• **What you need to do**: Return only those lines of the listing in which "compass" appears.

• **Provided material**:
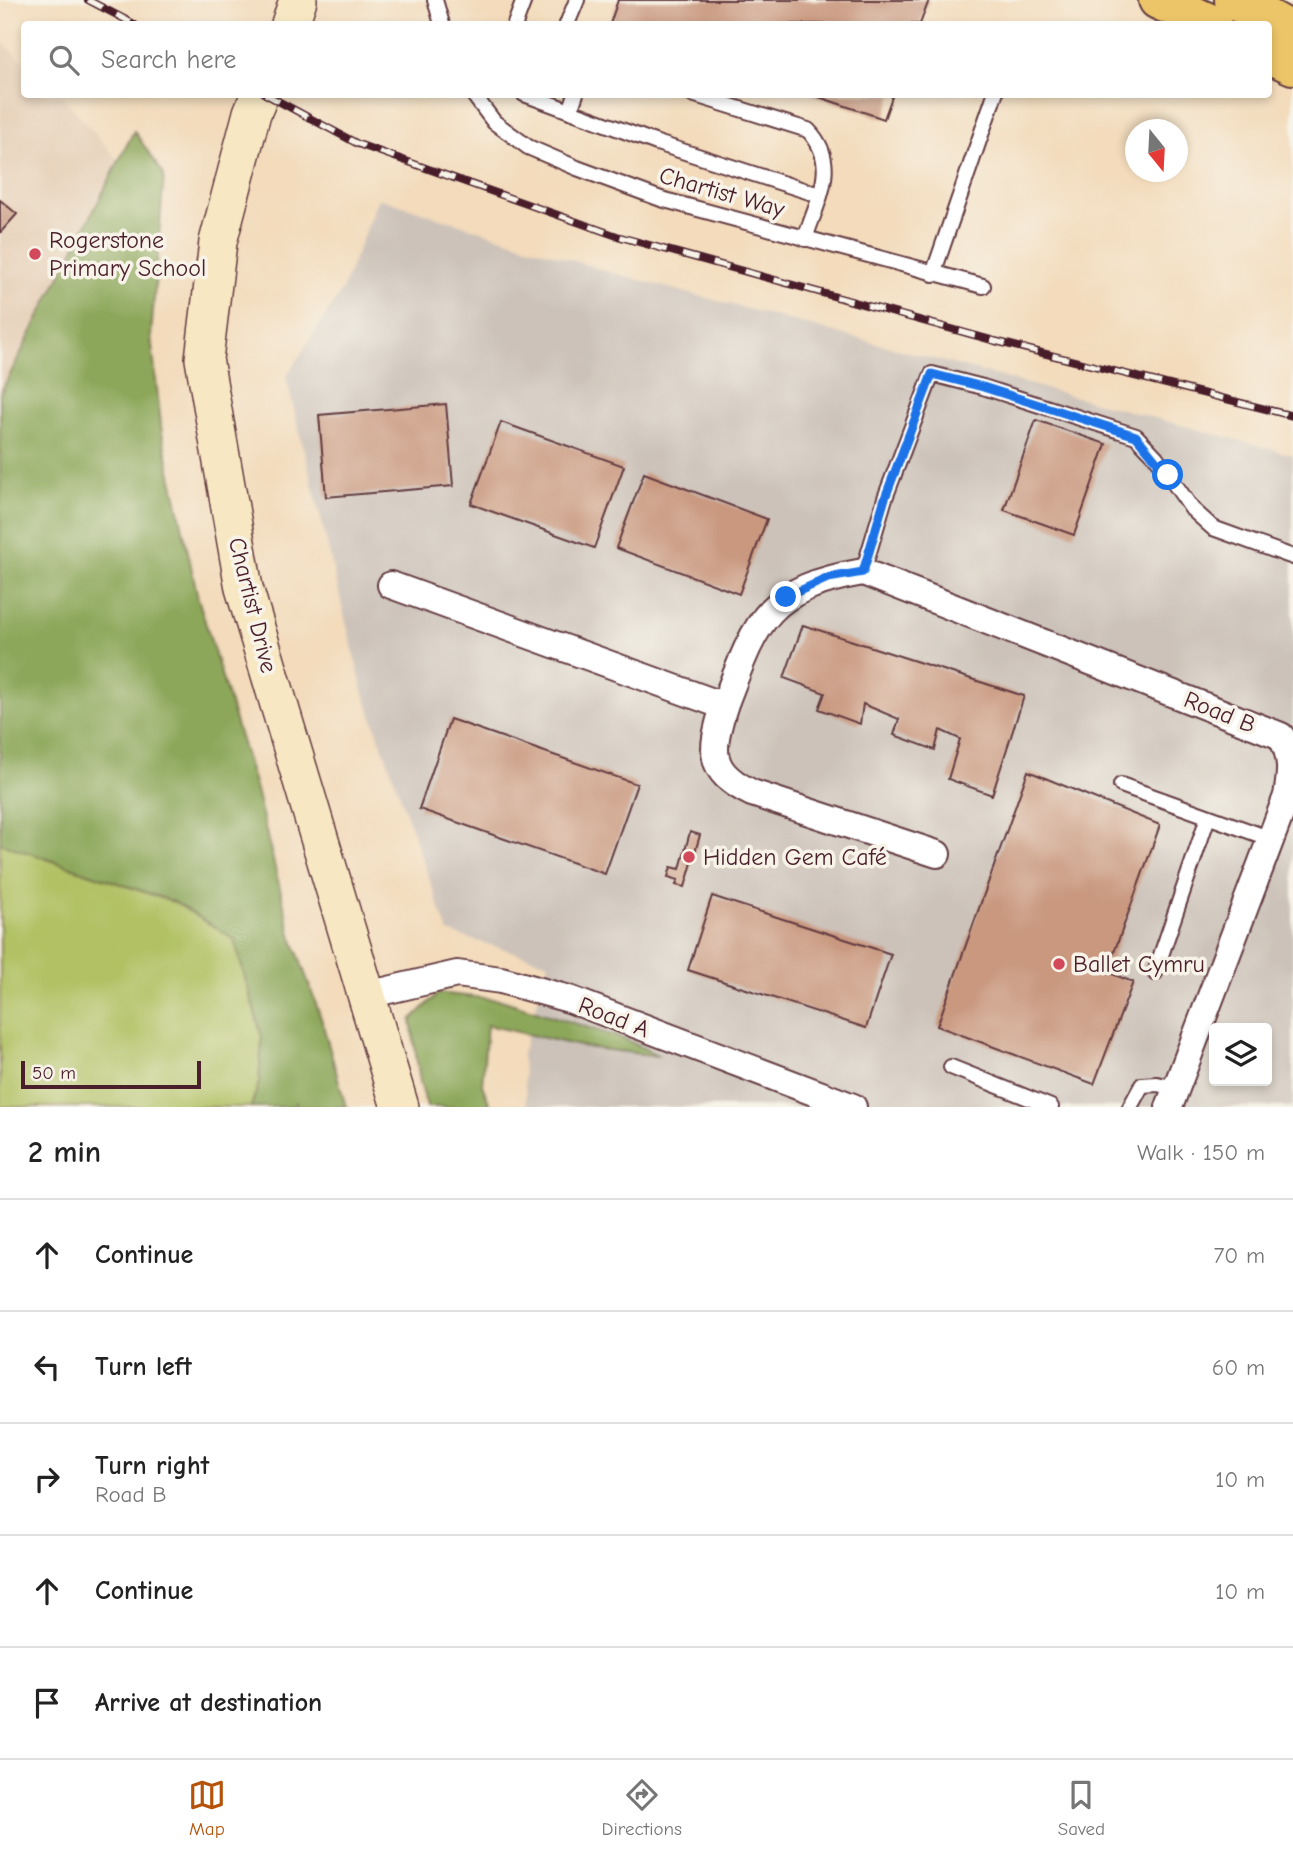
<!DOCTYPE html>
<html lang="en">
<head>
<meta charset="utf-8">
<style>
  body { margin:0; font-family:"Comic Neue",sans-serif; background:#f6f6f6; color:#222 }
  .controls { position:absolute; right:21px; bottom:21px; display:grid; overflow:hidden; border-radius:7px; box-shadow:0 4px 10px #0003 }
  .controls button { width:63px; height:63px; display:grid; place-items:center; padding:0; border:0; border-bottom:2px solid #e0e0e0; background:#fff; color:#222; font:35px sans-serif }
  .compass { position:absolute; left:1125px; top:119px; width:63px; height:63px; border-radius:50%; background:#fff; box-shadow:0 4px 10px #0003; rotate:162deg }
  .scale { position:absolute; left:21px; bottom:18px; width:180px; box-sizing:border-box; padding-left:7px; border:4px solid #4a1f2b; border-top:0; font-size:19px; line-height:24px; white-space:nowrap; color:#4a1f2b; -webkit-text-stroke:5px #f7f3e8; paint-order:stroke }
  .stop { position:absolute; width:21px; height:21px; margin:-16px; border:5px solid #1a73e8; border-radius:50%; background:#fff }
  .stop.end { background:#1a73e8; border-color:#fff; box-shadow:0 2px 7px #0008 }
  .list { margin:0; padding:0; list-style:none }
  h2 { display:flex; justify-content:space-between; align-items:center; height:91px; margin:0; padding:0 28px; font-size:30px }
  h2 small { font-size:23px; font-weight:400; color:#767676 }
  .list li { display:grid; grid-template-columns:46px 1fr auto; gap:21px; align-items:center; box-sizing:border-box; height:112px; padding:0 28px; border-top:2px solid #e0e0e0 }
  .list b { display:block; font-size:26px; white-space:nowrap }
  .list p { margin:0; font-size:23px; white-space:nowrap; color:#767676 }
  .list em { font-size:23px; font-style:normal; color:#767676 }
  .icon { flex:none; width:38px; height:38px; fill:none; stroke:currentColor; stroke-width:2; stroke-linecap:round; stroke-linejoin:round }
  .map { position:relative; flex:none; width:1293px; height:1107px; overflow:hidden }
  .search { position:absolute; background:#fff; box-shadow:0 4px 10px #0003; left:21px; right:21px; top:21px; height:77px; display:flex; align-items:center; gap:18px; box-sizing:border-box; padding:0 24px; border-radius:7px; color:#767676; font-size:26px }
  .sheet { height:651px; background:#fff }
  nav { display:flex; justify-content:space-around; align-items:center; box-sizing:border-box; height:98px; border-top:2px solid #e0e0e0; background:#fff; font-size:19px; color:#767676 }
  nav a { display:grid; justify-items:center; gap:4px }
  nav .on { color:#b45309 }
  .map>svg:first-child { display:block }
  .built { fill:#e4ccb2 }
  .industrial { fill:#ccc2b9; fill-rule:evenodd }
  .green { fill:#b1c164; stroke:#7e7048; stroke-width:2 }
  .forest { fill:#8ca75a; stroke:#6b6342; stroke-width:2 }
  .building { fill:#c9987f }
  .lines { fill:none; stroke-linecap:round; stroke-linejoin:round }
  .service-casing { stroke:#633b41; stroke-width:18 }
  .minor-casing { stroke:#633b41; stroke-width:30 }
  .secondary-casing { stroke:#633b41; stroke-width:40 }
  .primary-casing { stroke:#633b41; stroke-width:42 }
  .service { stroke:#fff; stroke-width:14 }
  .minor { stroke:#fff; stroke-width:26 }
  .secondary { stroke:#f7e8c3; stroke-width:37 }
  .primary { stroke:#ecc569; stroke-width:38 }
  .rail-casing { stroke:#4a1f2b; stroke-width:8 }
  .rail { stroke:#f7f3e8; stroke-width:5; stroke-dasharray:16; stroke-linecap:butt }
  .route { stroke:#1a73e8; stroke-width:9 }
  .poi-dot { fill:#d1495b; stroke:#f7f3e8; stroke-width:2.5 }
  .labels { text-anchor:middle; stroke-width:7; stroke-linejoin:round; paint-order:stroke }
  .street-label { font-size:24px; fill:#4a1f2b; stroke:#f7f3e8 }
  .poi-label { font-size:24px; fill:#4a1f2b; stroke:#f7f3e8; text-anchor:start }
</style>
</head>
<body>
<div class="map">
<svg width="1293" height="1107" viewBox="0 0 1293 1107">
  <rect width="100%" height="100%" fill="#f7f3e8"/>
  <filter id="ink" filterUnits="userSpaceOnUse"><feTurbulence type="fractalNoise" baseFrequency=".0143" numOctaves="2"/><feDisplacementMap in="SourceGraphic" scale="14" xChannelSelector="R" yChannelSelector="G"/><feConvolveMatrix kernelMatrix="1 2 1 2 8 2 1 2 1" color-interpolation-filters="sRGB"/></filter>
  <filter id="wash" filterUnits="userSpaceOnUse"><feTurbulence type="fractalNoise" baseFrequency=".00686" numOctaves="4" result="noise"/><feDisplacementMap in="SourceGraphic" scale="28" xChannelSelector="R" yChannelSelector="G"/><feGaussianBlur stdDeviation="1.57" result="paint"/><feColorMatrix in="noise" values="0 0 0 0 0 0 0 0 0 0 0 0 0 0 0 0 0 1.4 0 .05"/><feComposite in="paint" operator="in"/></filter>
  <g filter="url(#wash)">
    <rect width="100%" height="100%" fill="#f3dbbb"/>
    <!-- built -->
    <path class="built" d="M0,40L24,62V94L61,95L117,159L0,394Z"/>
    <!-- industrial -->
    <path class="industrial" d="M378,198L609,272L1293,455V1107H527L522,1054L549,963L448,932L363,691L286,377L342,290ZM1214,1028H1267V1081H1214Z"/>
    <!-- green -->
    <path class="green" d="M0,843L174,902L234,939L262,1037L259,1083L251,1107H0Z"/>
    <!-- forest -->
    <g class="forest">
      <path d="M134,131L164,175L151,336L162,433L198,598L256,790L291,934L321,1018L346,1107H298L296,1103L292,1107H251L259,1083L262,1037L234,939L174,902L0,843V394Z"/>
      <path d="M439,993L501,1000L627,1040L659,1056L584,1047L487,1025L482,1085L491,1107H427L420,1082L411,1020Z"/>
    </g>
    <g id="blocks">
      <!-- building -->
      <g class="building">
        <path d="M618,0H929L920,24H610Z"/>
        <path d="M810,94H893L884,119Z"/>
        <path d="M0,200L17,214L0,233Z"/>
        <path d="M446,404L453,486L326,497L319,415Z"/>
        <path d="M1036,420L1106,444L1074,535L1004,510Z"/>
        <path d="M501,422L624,466L594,548L471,504Z"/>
        <path d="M644,473L767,519L739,594L616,548Z"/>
        <path d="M803,625L1024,696L992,795L948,779L960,739L940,730L935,750L894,735L899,719L863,704L860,724L819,709L825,693L784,678Z"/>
        <path d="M450,719L637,784L605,874L419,809Z"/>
        <path d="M1028,771L1160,825L1107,972L1133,982L1094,1084L937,1026Z"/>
        <path d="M690,832L700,835L685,887L676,885L678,880L668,877L671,867L680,869Z"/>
        <path d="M712,896L891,954L866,1028L688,970Z"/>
      </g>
    </g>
  </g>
  <g filter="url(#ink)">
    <use href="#blocks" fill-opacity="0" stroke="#633b41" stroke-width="2"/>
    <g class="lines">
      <!-- service casing -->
      <g class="service-casing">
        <g id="service">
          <path d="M435,0L442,24"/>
          <path d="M515,24L524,0"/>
          <path d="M567,24L577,0"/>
          <path d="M473,94L494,122L528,147L577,168L661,199L983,286"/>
          <path d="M524,94L657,143L819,195"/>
          <path d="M692,94L808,130C841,164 817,200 805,239"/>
          <path d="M570,111L576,94"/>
          <path d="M933,274L995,94"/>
          <path d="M863,572L885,498L932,374L983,387L1136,436L1156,457L1192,509L1213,528L1293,557"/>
          <path d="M1121,785L1271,839"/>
          <path d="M1155,973L1208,817"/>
          <path d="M951,1067L1051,1107"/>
          <path d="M1130,1107L1142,1085L1157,1084L1176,1088"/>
        </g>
      </g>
      <!-- minor casing -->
      <g class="minor-casing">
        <g id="minor">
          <path d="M391,585L724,706C711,750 706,771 752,793L937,854"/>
          <path d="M724,706C757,620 765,589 863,572L1281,736C1293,757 1291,773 1287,796L1169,1107"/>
          <path d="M367,995L457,974L501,980L569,999L853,1107"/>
        </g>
      </g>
      <!-- secondary casing -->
      <g class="secondary-casing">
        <g id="secondary">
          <path d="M290,24L298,0"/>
          <path d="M260,94L252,113L218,242L204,359L244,588L400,1107"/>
        </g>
      </g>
      <!-- primary casing -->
      <g class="primary-casing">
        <g id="primary">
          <path d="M1158,0L1212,24"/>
          <path d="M1234,0L1293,32"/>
          <path d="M1268,53L1293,65"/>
        </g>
      </g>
      <!-- service -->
      <use href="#service" class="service"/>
      <!-- minor -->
      <use href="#minor" class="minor"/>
      <!-- secondary -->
      <use href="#secondary" class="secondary"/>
      <!-- primary -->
      <use href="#primary" class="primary"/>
      <!-- rail casing -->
      <g class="rail-casing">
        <g id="rail">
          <path d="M88,0L134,24"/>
          <path d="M265,94L358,144L617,236L995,341L1293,416"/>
        </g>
      </g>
      <!-- rail -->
      <use href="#rail" class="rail"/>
    </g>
  </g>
  <g class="lines" filter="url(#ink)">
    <!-- route -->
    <path class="route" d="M786,597L828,578L863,572L885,498L932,374L983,387L1136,436L1168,475"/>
  </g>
  <!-- markers -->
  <g class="poi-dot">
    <circle cx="35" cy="254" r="7"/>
    <circle cx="689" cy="857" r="7"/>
    <circle cx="1059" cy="964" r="7"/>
  </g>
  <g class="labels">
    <!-- street labels -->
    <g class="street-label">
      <text transform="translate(722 192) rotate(16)" y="8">Chartist Way</text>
      <text transform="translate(253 605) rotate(76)" y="8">Chartist Drive</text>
      <text transform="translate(1220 712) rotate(22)" y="8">Road B</text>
      <text transform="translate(614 1017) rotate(21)" y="8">Road A</text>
    </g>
    <!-- poi labels -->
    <g class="poi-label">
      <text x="49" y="248">Rogerstone<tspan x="49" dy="28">Primary School</tspan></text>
      <text x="703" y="865">Hidden Gem Café</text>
      <text x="1073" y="972">Ballet Cymru</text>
    </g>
  </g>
</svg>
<div class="controls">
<button><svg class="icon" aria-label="layers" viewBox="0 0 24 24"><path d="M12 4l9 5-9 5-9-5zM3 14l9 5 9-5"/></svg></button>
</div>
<svg class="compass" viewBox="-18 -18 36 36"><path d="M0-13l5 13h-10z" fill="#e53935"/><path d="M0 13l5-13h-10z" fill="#767676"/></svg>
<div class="scale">50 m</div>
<div class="stop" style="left:1168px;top:475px"></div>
<div class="stop end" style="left:786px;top:597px"></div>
<div class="search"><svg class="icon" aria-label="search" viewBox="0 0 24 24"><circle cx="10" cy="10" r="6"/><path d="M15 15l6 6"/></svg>Search here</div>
</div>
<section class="sheet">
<h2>2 min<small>Walk · 150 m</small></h2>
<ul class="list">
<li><svg class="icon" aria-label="ahead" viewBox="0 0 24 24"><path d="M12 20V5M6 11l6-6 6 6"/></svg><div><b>Continue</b></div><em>70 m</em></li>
<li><svg class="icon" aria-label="left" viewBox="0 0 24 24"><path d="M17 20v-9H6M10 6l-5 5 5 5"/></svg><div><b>Turn left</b></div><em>60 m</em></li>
<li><svg class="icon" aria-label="right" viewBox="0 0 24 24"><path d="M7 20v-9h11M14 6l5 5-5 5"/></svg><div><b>Turn right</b><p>Road B</p></div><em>10 m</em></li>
<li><svg class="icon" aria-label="ahead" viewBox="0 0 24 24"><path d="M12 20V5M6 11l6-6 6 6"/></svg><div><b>Continue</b></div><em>10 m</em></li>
<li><svg class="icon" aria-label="arrive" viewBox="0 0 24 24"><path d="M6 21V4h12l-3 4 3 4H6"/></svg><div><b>Arrive at destination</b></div></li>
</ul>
</section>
<nav>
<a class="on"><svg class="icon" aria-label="map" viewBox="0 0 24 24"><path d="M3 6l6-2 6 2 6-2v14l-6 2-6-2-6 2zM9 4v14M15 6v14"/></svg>Map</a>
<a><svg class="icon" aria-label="directions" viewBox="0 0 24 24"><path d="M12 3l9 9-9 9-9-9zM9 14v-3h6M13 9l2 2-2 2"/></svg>Directions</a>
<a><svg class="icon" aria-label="saved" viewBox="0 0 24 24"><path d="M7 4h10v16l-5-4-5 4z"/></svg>Saved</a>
</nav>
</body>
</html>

• **Response below**:
  .compass { position:absolute; left:1125px; top:119px; width:63px; height:63px; border-radius:50%; background:#fff; box-shadow:0 4px 10px #0003; rotate:162deg }
<svg class="compass" viewBox="-18 -18 36 36"><path d="M0-13l5 13h-10z" fill="#e53935"/><path d="M0 13l5-13h-10z" fill="#767676"/></svg>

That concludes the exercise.